• [MATERIAL PROVIDED]
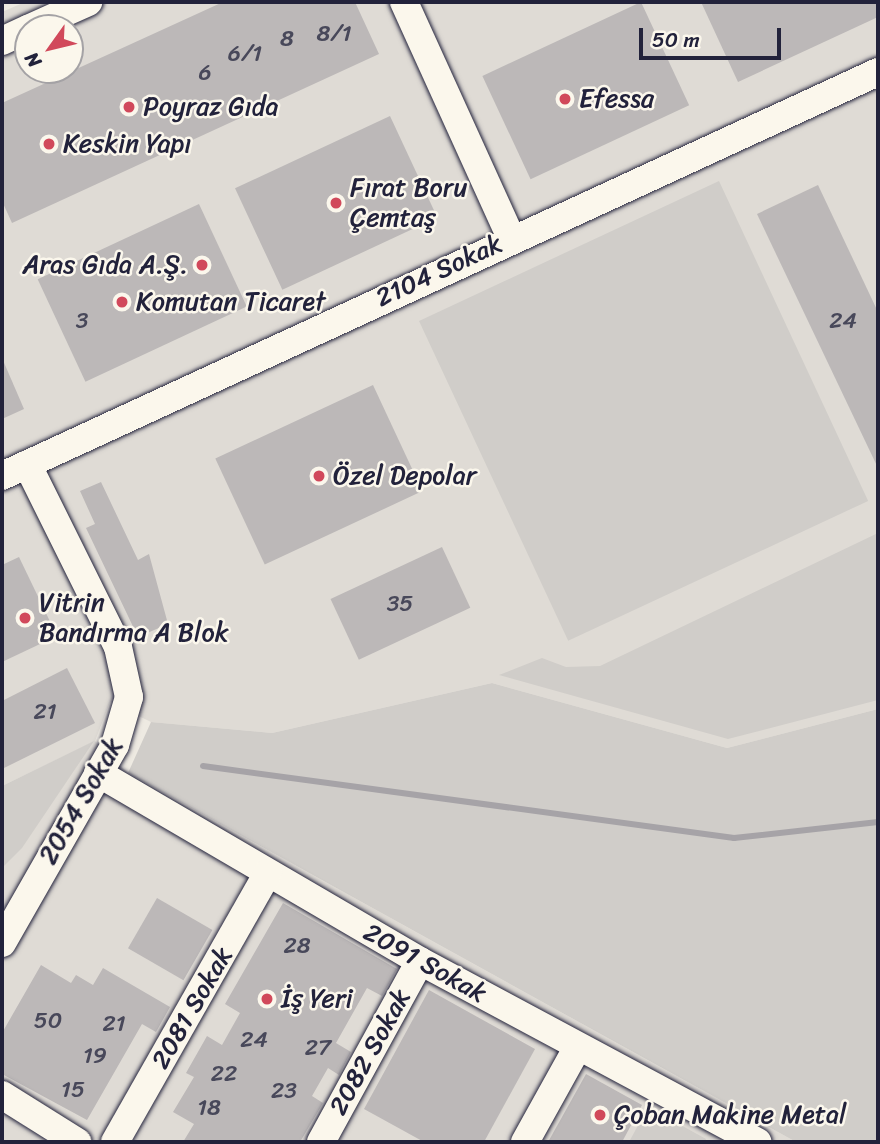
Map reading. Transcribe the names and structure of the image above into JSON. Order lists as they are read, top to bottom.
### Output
{
  "streets": {
    "street": [
      "2104 Sokak",
      "2054 Sokak",
      "2091 Sokak",
      "2081 Sokak",
      "2082 Sokak"
    ]
  },
  "crossings": [
    ["2104 Sokak", "2054 Sokak"],
    ["2054 Sokak", "2091 Sokak"],
    ["2091 Sokak", "2081 Sokak"],
    ["2091 Sokak", "2082 Sokak"]
  ],
  "places": [
    "Efessa",
    "Poyraz Gıda",
    "Keskin Yapı",
    "Fırat Boru Çemtaş",
    "Aras Gıda A.Ş.",
    "Komutan Ticaret",
    "Özel Depolar",
    "Vitrin Bandırma A Blok",
    "İş Yeri",
    "Çoban Makine Metal"
  ],
  "house_numbers": [
    "8/1",
    "8",
    "6/1",
    "6",
    "3",
    "24",
    "35",
    "21",
    "28",
    "50",
    "21",
    "24",
    "27",
    "19",
    "22",
    "15",
    "23",
    "18"
  ],
  "scale_bar": "50 m",
  "north": "bottom left"
}
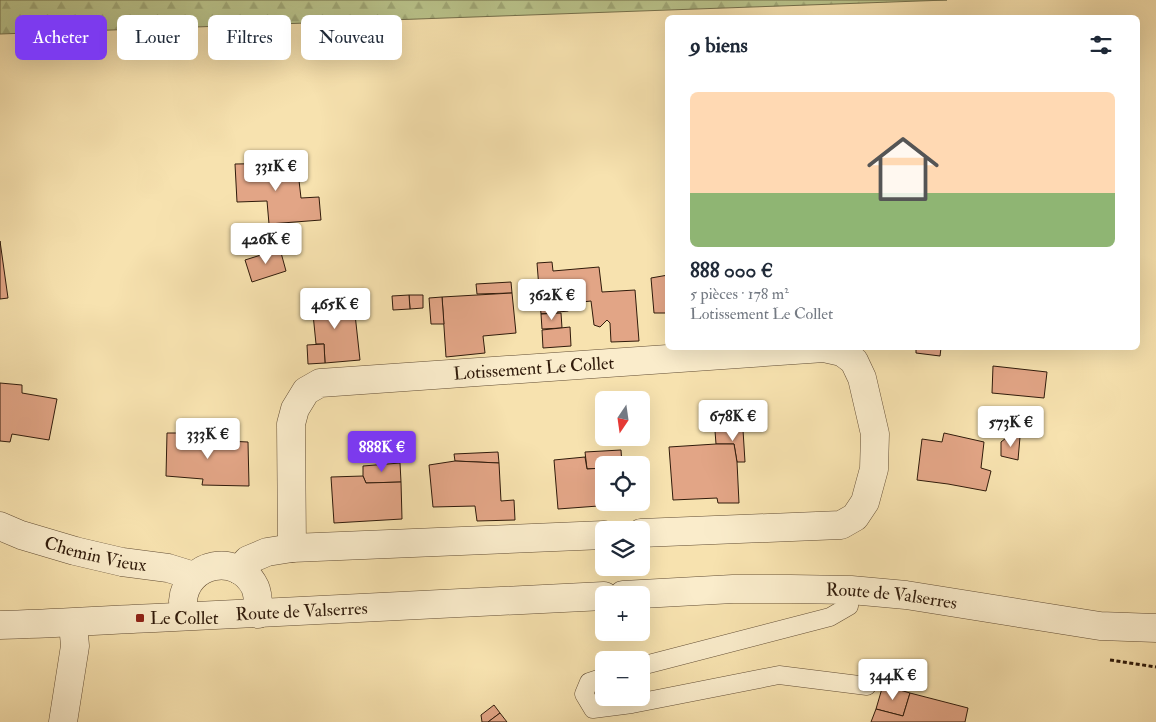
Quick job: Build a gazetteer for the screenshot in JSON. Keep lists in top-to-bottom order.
{
  "streets": {
    "street": ["Lotissement Le Collet", "Chemin Vieux", "Route de Valserres"]
  },
  "places": {
    "transit": ["Le Collet"]
  },
  "north": "bottom",
  "page": {
    "chip": [
      "Acheter",
      "Louer",
      "Filtres",
      "Nouveau"
    ],
    "heading": "9 biens",
    "list": [
      {
        "name": "888 000 €",
        "note": "5 pièces · 178 m² · Lotissement Le Collet"
      }
    ],
    "price": [
      "331K €",
      "426K €",
      "362K €",
      "465K €",
      "678K €",
      "573K €",
      "333K €",
      "888K €",
      "344K €"
    ],
    "map_buttons": ["+", "−"]
  }
}
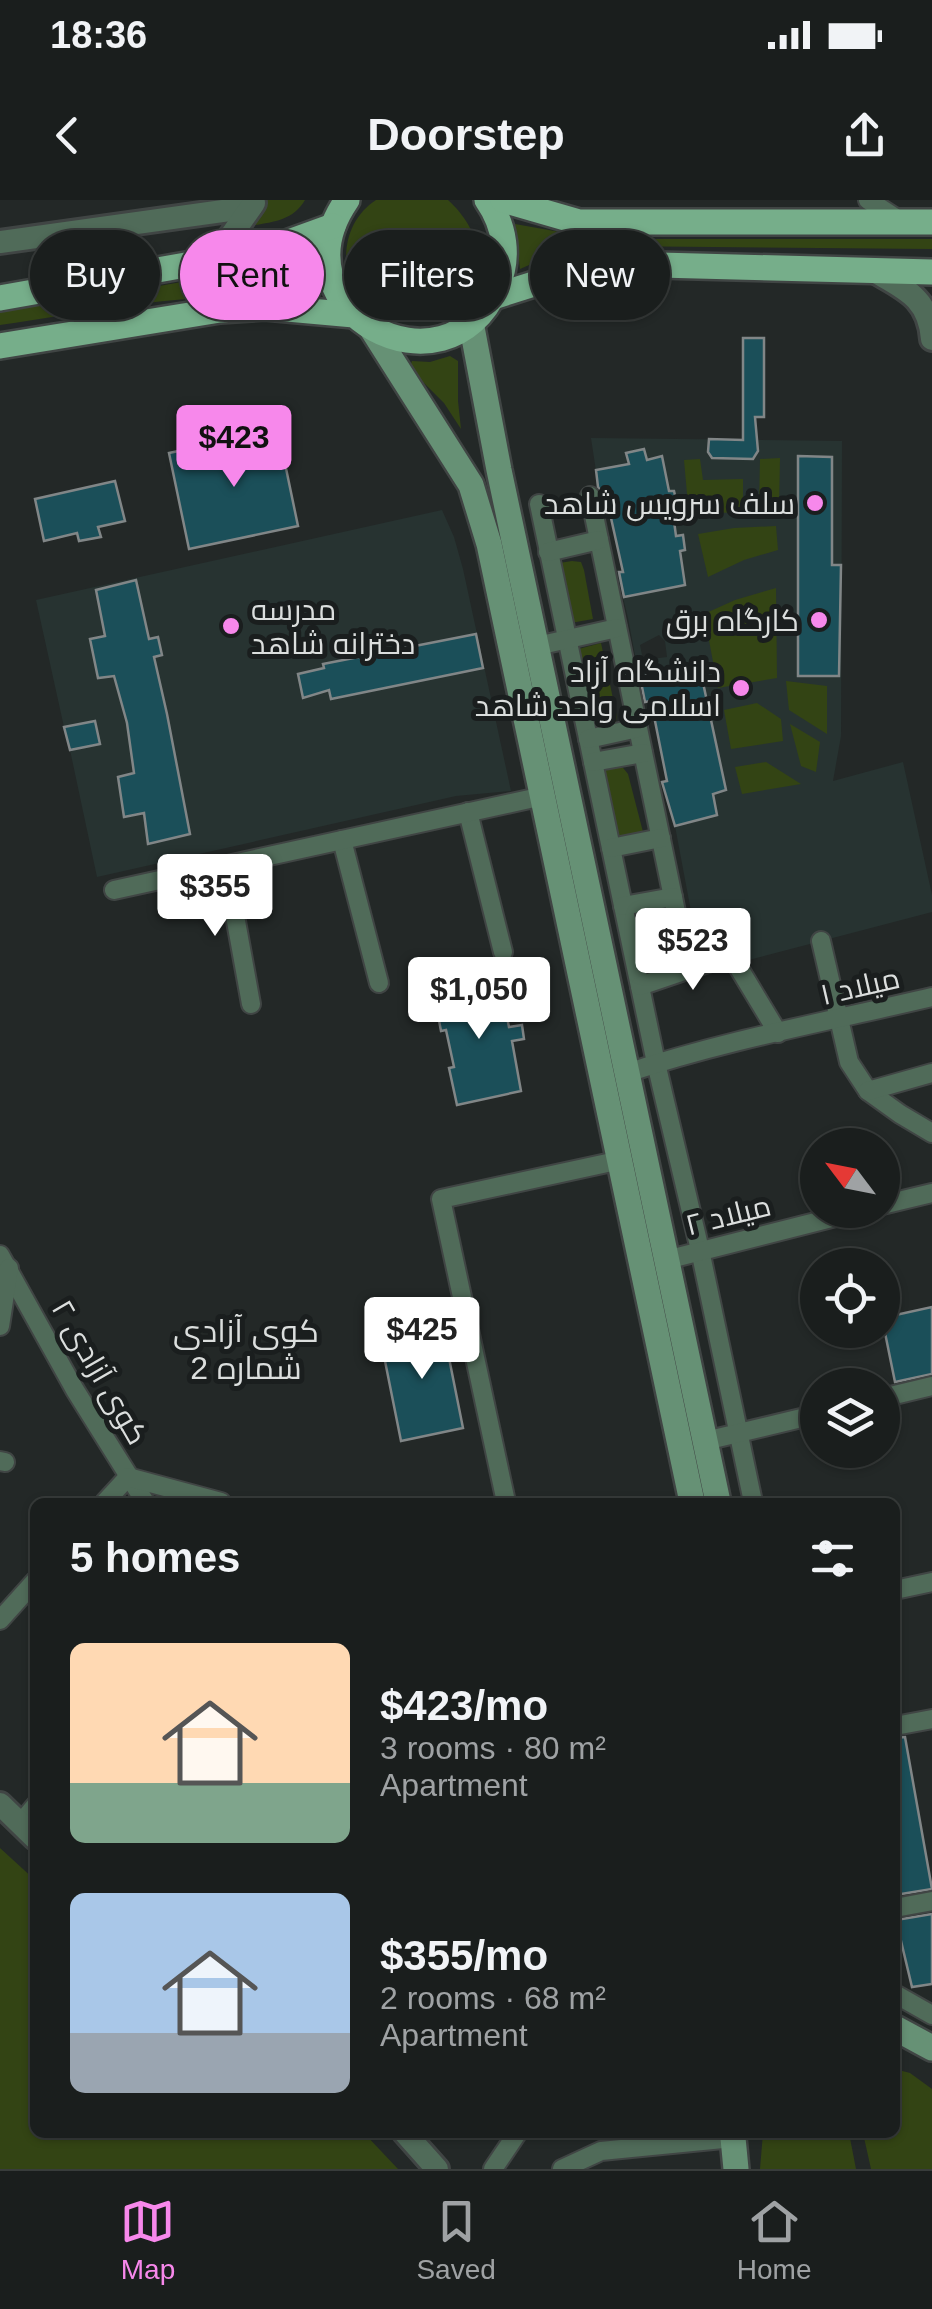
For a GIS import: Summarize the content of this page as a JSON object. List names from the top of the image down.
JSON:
{
  "streets": {
    "street": ["میلاد ۱", "میلاد ۲", "کوی آزادی ۲"]
  },
  "districts": ["کوی آزادی شماره 2"],
  "places": [
    "سلف سرویس شاهد",
    "کارگاه برق",
    "مدرسه دخترانه شاهد",
    "دانشگاه آزاد اسلامی واحد شاهد"
  ],
  "north": "top left",
  "page": {
    "status": "18:36",
    "header": "Doorstep",
    "chip": [
      "Buy",
      "Rent",
      "Filters",
      "New"
    ],
    "price": [
      "$423",
      "$355",
      "$523",
      "$1,050",
      "$425"
    ],
    "heading": "5 homes",
    "list": [
      {
        "name": "$423/mo",
        "note": "3 rooms · 80 m² · Apartment"
      },
      {
        "name": "$355/mo",
        "note": "2 rooms · 68 m² · Apartment"
      }
    ],
    "tabs": ["Map", "Saved", "Home"]
  }
}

• [WHAT YOU NEED TO DO]
Everything in the preceding material must be transcribed exactly, except the images.

• [TASK SOLUTION]
Map reading. Transcribe the names and structure of the image above into JSON. Order lists as they are read, top to bottom.
### Output
{
  "streets": {
    "street": [
      "2104 Sokak",
      "2054 Sokak",
      "2091 Sokak",
      "2081 Sokak",
      "2082 Sokak"
    ]
  },
  "crossings": [
    ["2104 Sokak", "2054 Sokak"],
    ["2054 Sokak", "2091 Sokak"],
    ["2091 Sokak", "2081 Sokak"],
    ["2091 Sokak", "2082 Sokak"]
  ],
  "places": [
    "Efessa",
    "Poyraz Gıda",
    "Keskin Yapı",
    "Fırat Boru Çemtaş",
    "Aras Gıda A.Ş.",
    "Komutan Ticaret",
    "Özel Depolar",
    "Vitrin Bandırma A Blok",
    "İş Yeri",
    "Çoban Makine Metal"
  ],
  "house_numbers": [
    "8/1",
    "8",
    "6/1",
    "6",
    "3",
    "24",
    "35",
    "21",
    "28",
    "50",
    "21",
    "24",
    "27",
    "19",
    "22",
    "15",
    "23",
    "18"
  ],
  "scale_bar": "50 m",
  "north": "bottom left"
}
Quick job: Build a gazetteer for the screenshot in JSON. Keep lists in top-to-bottom order.
{
  "streets": {
    "street": ["Lotissement Le Collet", "Chemin Vieux", "Route de Valserres"]
  },
  "places": {
    "transit": ["Le Collet"]
  },
  "north": "bottom",
  "page": {
    "chip": [
      "Acheter",
      "Louer",
      "Filtres",
      "Nouveau"
    ],
    "heading": "9 biens",
    "list": [
      {
        "name": "888 000 €",
        "note": "5 pièces · 178 m² · Lotissement Le Collet"
      }
    ],
    "price": [
      "331K €",
      "426K €",
      "362K €",
      "465K €",
      "678K €",
      "573K €",
      "333K €",
      "888K €",
      "344K €"
    ],
    "map_buttons": ["+", "−"]
  }
}
For a GIS import: Summarize the content of this page as a JSON object. List names from the top of the image down.
JSON:
{
  "streets": {
    "street": ["میلاد ۱", "میلاد ۲", "کوی آزادی ۲"]
  },
  "districts": ["کوی آزادی شماره 2"],
  "places": [
    "سلف سرویس شاهد",
    "کارگاه برق",
    "مدرسه دخترانه شاهد",
    "دانشگاه آزاد اسلامی واحد شاهد"
  ],
  "north": "top left",
  "page": {
    "status": "18:36",
    "header": "Doorstep",
    "chip": [
      "Buy",
      "Rent",
      "Filters",
      "New"
    ],
    "price": [
      "$423",
      "$355",
      "$523",
      "$1,050",
      "$425"
    ],
    "heading": "5 homes",
    "list": [
      {
        "name": "$423/mo",
        "note": "3 rooms · 80 m² · Apartment"
      },
      {
        "name": "$355/mo",
        "note": "2 rooms · 68 m² · Apartment"
      }
    ],
    "tabs": ["Map", "Saved", "Home"]
  }
}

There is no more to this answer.